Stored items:
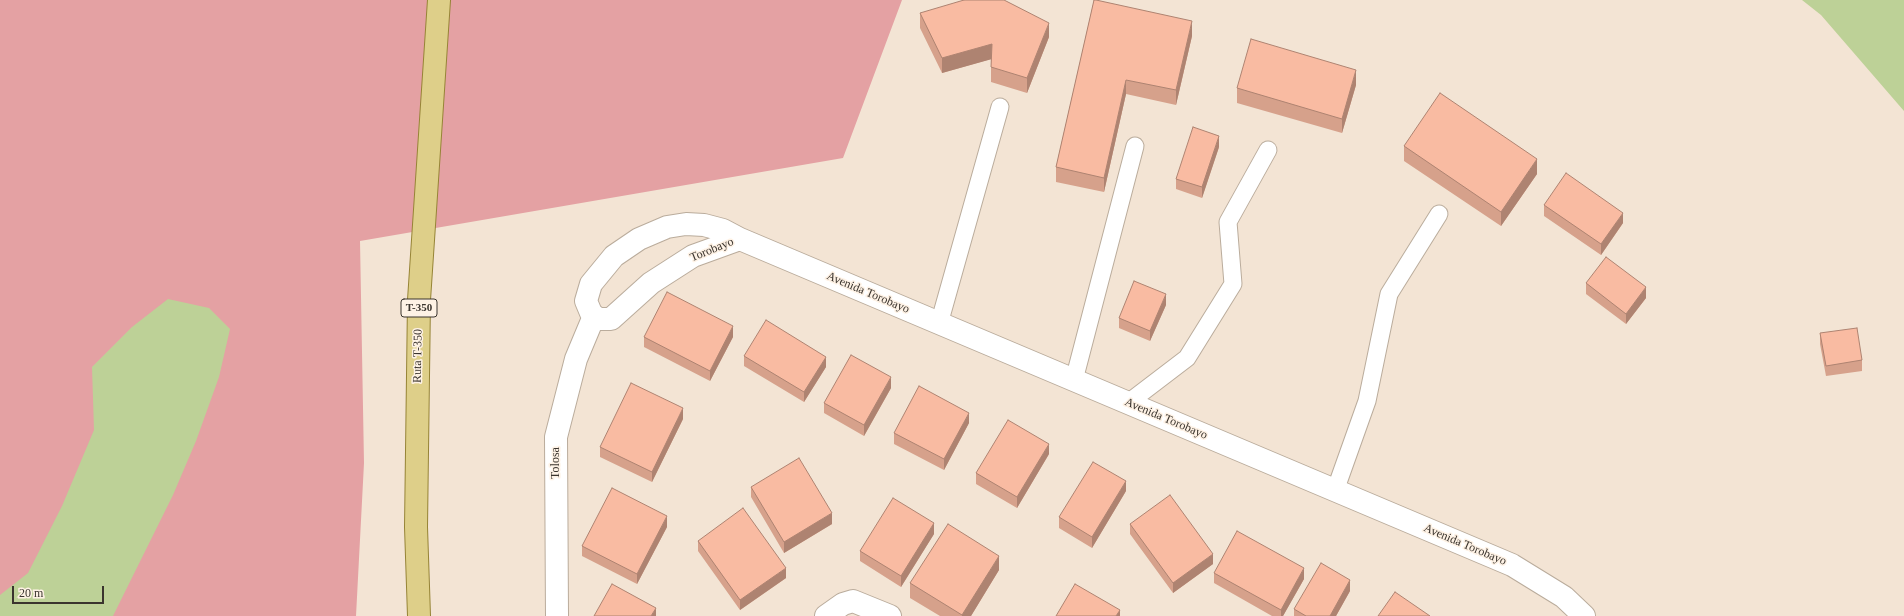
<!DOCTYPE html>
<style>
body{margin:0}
#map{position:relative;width:1904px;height:616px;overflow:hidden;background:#f3e4d4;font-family:Georgia,serif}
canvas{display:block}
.scale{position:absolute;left:12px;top:586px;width:92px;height:18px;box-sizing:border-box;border:2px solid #3a342e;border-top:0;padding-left:5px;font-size:12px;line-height:14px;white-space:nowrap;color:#3a342e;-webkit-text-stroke:3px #fef2e5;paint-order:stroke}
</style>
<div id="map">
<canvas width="1904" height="616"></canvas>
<div class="scale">20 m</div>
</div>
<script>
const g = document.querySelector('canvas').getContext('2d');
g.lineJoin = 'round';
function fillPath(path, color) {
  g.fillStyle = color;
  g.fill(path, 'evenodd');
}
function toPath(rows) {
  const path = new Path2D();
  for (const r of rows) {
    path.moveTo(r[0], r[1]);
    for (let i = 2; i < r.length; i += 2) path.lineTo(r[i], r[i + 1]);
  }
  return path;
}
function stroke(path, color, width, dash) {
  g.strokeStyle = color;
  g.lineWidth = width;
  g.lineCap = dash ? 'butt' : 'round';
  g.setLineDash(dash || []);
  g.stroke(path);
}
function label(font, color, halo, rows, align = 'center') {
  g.font = font + ' Georgia,serif';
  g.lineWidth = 3;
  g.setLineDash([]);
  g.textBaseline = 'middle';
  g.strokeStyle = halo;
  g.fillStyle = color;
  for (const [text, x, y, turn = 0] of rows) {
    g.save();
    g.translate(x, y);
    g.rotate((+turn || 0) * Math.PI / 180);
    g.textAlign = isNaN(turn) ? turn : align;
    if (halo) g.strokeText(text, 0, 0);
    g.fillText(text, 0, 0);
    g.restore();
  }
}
const forest = toPath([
 [0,0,902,0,843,158,360,241,364,463,356,616,0,616]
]);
const water = toPath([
 [1802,0,1904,0,1904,111,1821,15],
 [168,299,209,308,230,329,219,377,196,441,173,495,113,616,0,616,0,595,28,573,62,506,94,430,92,367,132,327]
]);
const lane = toPath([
 [939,324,1000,107],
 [1074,380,1135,146],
 [1128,403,1187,358,1233,284,1228,222,1268,150],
 [1335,491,1367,401,1389,294,1439,214]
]);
const street = toPath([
 [686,224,704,225,723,230,740,239,693,256,651,283,611,319,598,319,591,313,586,301,591,284,614,256,639,239,667,227,686,224],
 [740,239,1512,565,1564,597,1584,616],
 [557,616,556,437,576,359,594,316],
 [826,616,843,604,853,601,890,616]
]);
const primary = toPath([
 [419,616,416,527,419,300,439,0]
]);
const wall = toPath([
 [1094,0,1192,36,1176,105,1126,94,1104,192,1056,182,1056,167],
 [920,13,1049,37,1027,93,991,82,991,59,942,73,920,28],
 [1356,85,1342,133,1237,103,1237,88],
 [1404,146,1537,174,1501,226,1404,161],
 [1219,147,1202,198,1176,189,1176,179],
 [1544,205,1623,223,1601,255,1544,216],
 [1586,283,1646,298,1626,324,1586,294],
 [1166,305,1150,341,1119,328,1119,318],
 [1820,333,1862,360,1862,371,1826,376,1820,344],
 [644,337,733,337,710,381,644,347],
 [744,356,826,367,804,402,744,366],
 [891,388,864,436,824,413,824,403],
 [683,419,652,482,600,457,600,447],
 [969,423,944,470,894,444,894,433],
 [1049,454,1017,508,976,484,976,473],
 [751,487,832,524,784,553,751,497],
 [1126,491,1092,548,1059,528,1059,517],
 [1130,524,1213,564,1173,593,1130,534],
 [667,527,637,584,582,556,582,546],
 [934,534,901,587,860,561,860,551],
 [698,541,786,578,740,610,698,551],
 [999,570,971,616,940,616,910,598,910,583],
 [1214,573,1304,579,1283,616,1272,616,1214,583],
 [1350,591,1336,616,1294,616,1294,609]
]);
const shadedWall = toPath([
 [1192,21,1192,36,1176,105,1176,90],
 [1049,23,1049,37,1027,93,1027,78],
 [992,44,992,59,942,73,942,58],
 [1356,70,1356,85,1342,133,1342,119],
 [1126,80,1126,94,1104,192,1104,178],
 [1219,136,1219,147,1202,198,1202,187],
 [1537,159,1537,174,1501,226,1501,212],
 [1623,213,1623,223,1601,255,1601,244],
 [1646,287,1646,298,1626,324,1626,314],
 [1166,294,1166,305,1150,341,1150,331],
 [733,326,733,337,710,381,710,371],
 [826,357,826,367,804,402,804,392],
 [891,377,891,388,864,436,864,425],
 [683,408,683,419,652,482,652,472],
 [969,413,969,423,944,470,944,459],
 [1049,444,1049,454,1017,508,1017,497],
 [1126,481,1126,491,1092,548,1092,537],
 [832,513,832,524,784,553,784,542],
 [667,516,667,527,637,584,637,574],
 [934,523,934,534,901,587,901,576],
 [1213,554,1213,564,1173,593,1173,583],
 [999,556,999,570,971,616,962,616,962,615],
 [786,568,786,578,740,610,740,600],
 [1304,568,1304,579,1283,616,1281,616,1281,610],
 [1350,580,1350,591,1336,616,1330,616],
 [656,608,656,616,651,616],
 [1120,610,1120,616,1116,616]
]);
const building = toPath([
 [964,0,1004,0,1049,23,1027,78,991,67,992,44,942,58,920,13,964,0],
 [1094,0,1096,0,1192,21,1176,90,1126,80,1104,178,1056,167,1094,0],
 [1251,39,1356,70,1342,119,1237,88,1251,39],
 [1440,93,1537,159,1501,212,1404,146,1440,93],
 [1193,127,1219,136,1202,187,1176,179,1193,127],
 [1566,173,1623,213,1601,244,1544,205,1566,173],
 [1606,257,1646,287,1626,314,1586,283,1606,257],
 [1134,281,1166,294,1150,331,1119,318,1134,281],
 [667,292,733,326,710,371,644,337,667,292],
 [766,320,826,357,804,392,744,356,766,320],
 [1857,328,1862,360,1826,366,1820,333,1857,328],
 [851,355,891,377,864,425,824,403,851,355],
 [631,383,683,408,652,472,600,447,631,383],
 [919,386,969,413,944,459,894,433,919,386],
 [1008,420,1049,444,1017,497,976,473,1008,420],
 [799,458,832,513,784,542,751,487,799,458],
 [1093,462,1126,481,1092,537,1059,517,1093,462],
 [612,488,667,516,637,574,582,546,612,488],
 [1170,495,1213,554,1173,583,1130,524,1170,495],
 [893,498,934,523,901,576,860,551,893,498],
 [743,508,786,568,740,600,698,541,743,508],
 [948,524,999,556,962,615,910,583,948,524],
 [1237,531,1304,568,1281,610,1214,573,1237,531],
 [1321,563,1350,580,1330,616,1306,616,1294,609,1321,563],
 [612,584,656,608,651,616,594,616,612,584],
 [1075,584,1120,610,1116,616,1056,616,1075,584],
 [1395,592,1430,616,1378,616,1395,592]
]);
const shields = [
 [419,308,36]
];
const shieldNames = [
 ["T-350",419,308]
];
const streetNames = [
 ["Torobayo",712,250,-22],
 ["Avenida Torobayo",868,293,23],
 ["Ruta T-350",418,356,-89],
 ["Avenida Torobayo",1166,419,23],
 ["Tolosa",556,463,-90],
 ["Avenida Torobayo",1465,545,23]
];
fillPath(forest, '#e4a1a3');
fillPath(water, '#bdd197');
stroke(lane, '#baac9c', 19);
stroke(street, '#baac9c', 24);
stroke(primary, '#968436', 24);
stroke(lane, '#fff', 17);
stroke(street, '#fff', 22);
stroke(primary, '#decf89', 22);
fillPath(wall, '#d6a18b');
fillPath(shadedWall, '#ae8371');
fillPath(building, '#f9bba2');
stroke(building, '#ae8371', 1);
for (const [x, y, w] of shields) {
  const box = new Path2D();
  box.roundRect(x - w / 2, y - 9, w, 18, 3);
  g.fillStyle = '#fef2e5';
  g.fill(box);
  stroke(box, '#3a342e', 1);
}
label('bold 11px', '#3a342e', null, shieldNames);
label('12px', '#3a342e', '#fef2e5', streetNames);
</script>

**Exercise description**
Pull every line containing the string "canvas" out of the data above and copy it.

**Answer to this task**
canvas{display:block}
<canvas width="1904" height="616"></canvas>
const g = document.querySelector('canvas').getContext('2d');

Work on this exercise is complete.